Supplied entries: Begin

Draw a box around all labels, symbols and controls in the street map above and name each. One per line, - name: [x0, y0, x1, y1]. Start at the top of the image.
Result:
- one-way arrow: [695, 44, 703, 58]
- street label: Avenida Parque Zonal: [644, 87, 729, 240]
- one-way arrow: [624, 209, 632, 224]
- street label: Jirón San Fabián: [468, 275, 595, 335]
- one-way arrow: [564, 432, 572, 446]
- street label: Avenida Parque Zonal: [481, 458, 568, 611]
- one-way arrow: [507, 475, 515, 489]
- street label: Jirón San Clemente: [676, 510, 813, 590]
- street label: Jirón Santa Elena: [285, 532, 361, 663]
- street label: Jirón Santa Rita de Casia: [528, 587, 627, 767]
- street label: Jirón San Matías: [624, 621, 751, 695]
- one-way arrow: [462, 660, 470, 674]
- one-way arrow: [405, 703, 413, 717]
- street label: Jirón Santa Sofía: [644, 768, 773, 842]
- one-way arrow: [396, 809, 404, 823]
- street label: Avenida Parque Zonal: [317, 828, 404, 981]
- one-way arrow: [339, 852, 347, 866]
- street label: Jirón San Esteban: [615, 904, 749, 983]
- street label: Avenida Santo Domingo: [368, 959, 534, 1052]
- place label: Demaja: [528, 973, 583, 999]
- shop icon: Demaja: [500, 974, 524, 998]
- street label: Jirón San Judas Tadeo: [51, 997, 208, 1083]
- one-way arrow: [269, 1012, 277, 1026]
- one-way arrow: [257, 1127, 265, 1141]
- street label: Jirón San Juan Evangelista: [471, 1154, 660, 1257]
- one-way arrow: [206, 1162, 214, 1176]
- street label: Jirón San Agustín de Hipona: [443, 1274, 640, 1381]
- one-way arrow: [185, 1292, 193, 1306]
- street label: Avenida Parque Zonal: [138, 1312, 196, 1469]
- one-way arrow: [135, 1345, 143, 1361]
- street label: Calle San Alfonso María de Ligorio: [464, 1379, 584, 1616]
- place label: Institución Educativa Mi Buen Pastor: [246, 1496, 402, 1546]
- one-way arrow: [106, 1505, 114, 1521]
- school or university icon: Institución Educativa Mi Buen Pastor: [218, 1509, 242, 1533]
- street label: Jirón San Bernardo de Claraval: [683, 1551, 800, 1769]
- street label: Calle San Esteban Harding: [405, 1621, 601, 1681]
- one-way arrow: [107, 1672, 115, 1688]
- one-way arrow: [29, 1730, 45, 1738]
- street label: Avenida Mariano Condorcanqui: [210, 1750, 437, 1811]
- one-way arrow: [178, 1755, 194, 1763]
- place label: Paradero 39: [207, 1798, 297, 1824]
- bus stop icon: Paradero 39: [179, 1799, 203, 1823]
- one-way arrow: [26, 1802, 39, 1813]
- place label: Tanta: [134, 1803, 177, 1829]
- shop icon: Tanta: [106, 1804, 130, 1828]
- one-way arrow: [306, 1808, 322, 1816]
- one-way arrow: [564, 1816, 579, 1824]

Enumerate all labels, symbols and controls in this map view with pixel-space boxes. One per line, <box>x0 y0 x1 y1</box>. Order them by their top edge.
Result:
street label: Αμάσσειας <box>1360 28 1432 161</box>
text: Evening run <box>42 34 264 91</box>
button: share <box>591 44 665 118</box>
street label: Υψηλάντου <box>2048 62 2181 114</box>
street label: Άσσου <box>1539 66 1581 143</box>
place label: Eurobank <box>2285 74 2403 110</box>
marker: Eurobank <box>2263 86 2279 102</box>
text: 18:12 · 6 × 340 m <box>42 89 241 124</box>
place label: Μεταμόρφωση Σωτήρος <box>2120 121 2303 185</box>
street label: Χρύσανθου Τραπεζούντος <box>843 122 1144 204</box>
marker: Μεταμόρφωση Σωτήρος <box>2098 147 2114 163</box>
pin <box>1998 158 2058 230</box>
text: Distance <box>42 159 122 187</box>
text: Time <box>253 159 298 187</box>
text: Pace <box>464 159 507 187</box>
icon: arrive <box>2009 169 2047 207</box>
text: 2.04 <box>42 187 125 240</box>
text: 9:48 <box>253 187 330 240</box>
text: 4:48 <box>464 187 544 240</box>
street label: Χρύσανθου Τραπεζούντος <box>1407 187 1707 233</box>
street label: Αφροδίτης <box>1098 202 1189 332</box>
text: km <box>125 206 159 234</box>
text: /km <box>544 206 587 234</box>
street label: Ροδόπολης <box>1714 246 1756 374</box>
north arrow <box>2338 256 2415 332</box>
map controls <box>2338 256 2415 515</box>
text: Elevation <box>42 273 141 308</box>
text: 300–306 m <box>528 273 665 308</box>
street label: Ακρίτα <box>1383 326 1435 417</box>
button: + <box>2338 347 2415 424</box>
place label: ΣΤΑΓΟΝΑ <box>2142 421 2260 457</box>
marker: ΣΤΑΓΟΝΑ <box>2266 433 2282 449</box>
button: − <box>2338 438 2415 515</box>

Supplied entries: End

§ **Exercise details**
Write the entire listing out again, word for word.

§ **Reply to the task**
Draw a box around all labels, symbols and controls in the street map above and name each. One per line, - name: [x0, y0, x1, y1]. Start at the top of the image.
Result:
- one-way arrow: [695, 44, 703, 58]
- street label: Avenida Parque Zonal: [644, 87, 729, 240]
- one-way arrow: [624, 209, 632, 224]
- street label: Jirón San Fabián: [468, 275, 595, 335]
- one-way arrow: [564, 432, 572, 446]
- street label: Avenida Parque Zonal: [481, 458, 568, 611]
- one-way arrow: [507, 475, 515, 489]
- street label: Jirón San Clemente: [676, 510, 813, 590]
- street label: Jirón Santa Elena: [285, 532, 361, 663]
- street label: Jirón Santa Rita de Casia: [528, 587, 627, 767]
- street label: Jirón San Matías: [624, 621, 751, 695]
- one-way arrow: [462, 660, 470, 674]
- one-way arrow: [405, 703, 413, 717]
- street label: Jirón Santa Sofía: [644, 768, 773, 842]
- one-way arrow: [396, 809, 404, 823]
- street label: Avenida Parque Zonal: [317, 828, 404, 981]
- one-way arrow: [339, 852, 347, 866]
- street label: Jirón San Esteban: [615, 904, 749, 983]
- street label: Avenida Santo Domingo: [368, 959, 534, 1052]
- place label: Demaja: [528, 973, 583, 999]
- shop icon: Demaja: [500, 974, 524, 998]
- street label: Jirón San Judas Tadeo: [51, 997, 208, 1083]
- one-way arrow: [269, 1012, 277, 1026]
- one-way arrow: [257, 1127, 265, 1141]
- street label: Jirón San Juan Evangelista: [471, 1154, 660, 1257]
- one-way arrow: [206, 1162, 214, 1176]
- street label: Jirón San Agustín de Hipona: [443, 1274, 640, 1381]
- one-way arrow: [185, 1292, 193, 1306]
- street label: Avenida Parque Zonal: [138, 1312, 196, 1469]
- one-way arrow: [135, 1345, 143, 1361]
- street label: Calle San Alfonso María de Ligorio: [464, 1379, 584, 1616]
- place label: Institución Educativa Mi Buen Pastor: [246, 1496, 402, 1546]
- one-way arrow: [106, 1505, 114, 1521]
- school or university icon: Institución Educativa Mi Buen Pastor: [218, 1509, 242, 1533]
- street label: Jirón San Bernardo de Claraval: [683, 1551, 800, 1769]
- street label: Calle San Esteban Harding: [405, 1621, 601, 1681]
- one-way arrow: [107, 1672, 115, 1688]
- one-way arrow: [29, 1730, 45, 1738]
- street label: Avenida Mariano Condorcanqui: [210, 1750, 437, 1811]
- one-way arrow: [178, 1755, 194, 1763]
- place label: Paradero 39: [207, 1798, 297, 1824]
- bus stop icon: Paradero 39: [179, 1799, 203, 1823]
- one-way arrow: [26, 1802, 39, 1813]
- place label: Tanta: [134, 1803, 177, 1829]
- shop icon: Tanta: [106, 1804, 130, 1828]
- one-way arrow: [306, 1808, 322, 1816]
- one-way arrow: [564, 1816, 579, 1824]

Enumerate all labels, symbols and controls in this map view with pixel-space boxes. One per line, <box>x0 y0 x1 y1</box>. Order them by their top edge.
Result:
street label: Αμάσσειας <box>1360 28 1432 161</box>
text: Evening run <box>42 34 264 91</box>
button: share <box>591 44 665 118</box>
street label: Υψηλάντου <box>2048 62 2181 114</box>
street label: Άσσου <box>1539 66 1581 143</box>
place label: Eurobank <box>2285 74 2403 110</box>
marker: Eurobank <box>2263 86 2279 102</box>
text: 18:12 · 6 × 340 m <box>42 89 241 124</box>
place label: Μεταμόρφωση Σωτήρος <box>2120 121 2303 185</box>
street label: Χρύσανθου Τραπεζούντος <box>843 122 1144 204</box>
marker: Μεταμόρφωση Σωτήρος <box>2098 147 2114 163</box>
pin <box>1998 158 2058 230</box>
text: Distance <box>42 159 122 187</box>
text: Time <box>253 159 298 187</box>
text: Pace <box>464 159 507 187</box>
icon: arrive <box>2009 169 2047 207</box>
text: 2.04 <box>42 187 125 240</box>
text: 9:48 <box>253 187 330 240</box>
text: 4:48 <box>464 187 544 240</box>
street label: Χρύσανθου Τραπεζούντος <box>1407 187 1707 233</box>
street label: Αφροδίτης <box>1098 202 1189 332</box>
text: km <box>125 206 159 234</box>
text: /km <box>544 206 587 234</box>
street label: Ροδόπολης <box>1714 246 1756 374</box>
north arrow <box>2338 256 2415 332</box>
map controls <box>2338 256 2415 515</box>
text: Elevation <box>42 273 141 308</box>
text: 300–306 m <box>528 273 665 308</box>
street label: Ακρίτα <box>1383 326 1435 417</box>
button: + <box>2338 347 2415 424</box>
place label: ΣΤΑΓΟΝΑ <box>2142 421 2260 457</box>
marker: ΣΤΑΓΟΝΑ <box>2266 433 2282 449</box>
button: − <box>2338 438 2415 515</box>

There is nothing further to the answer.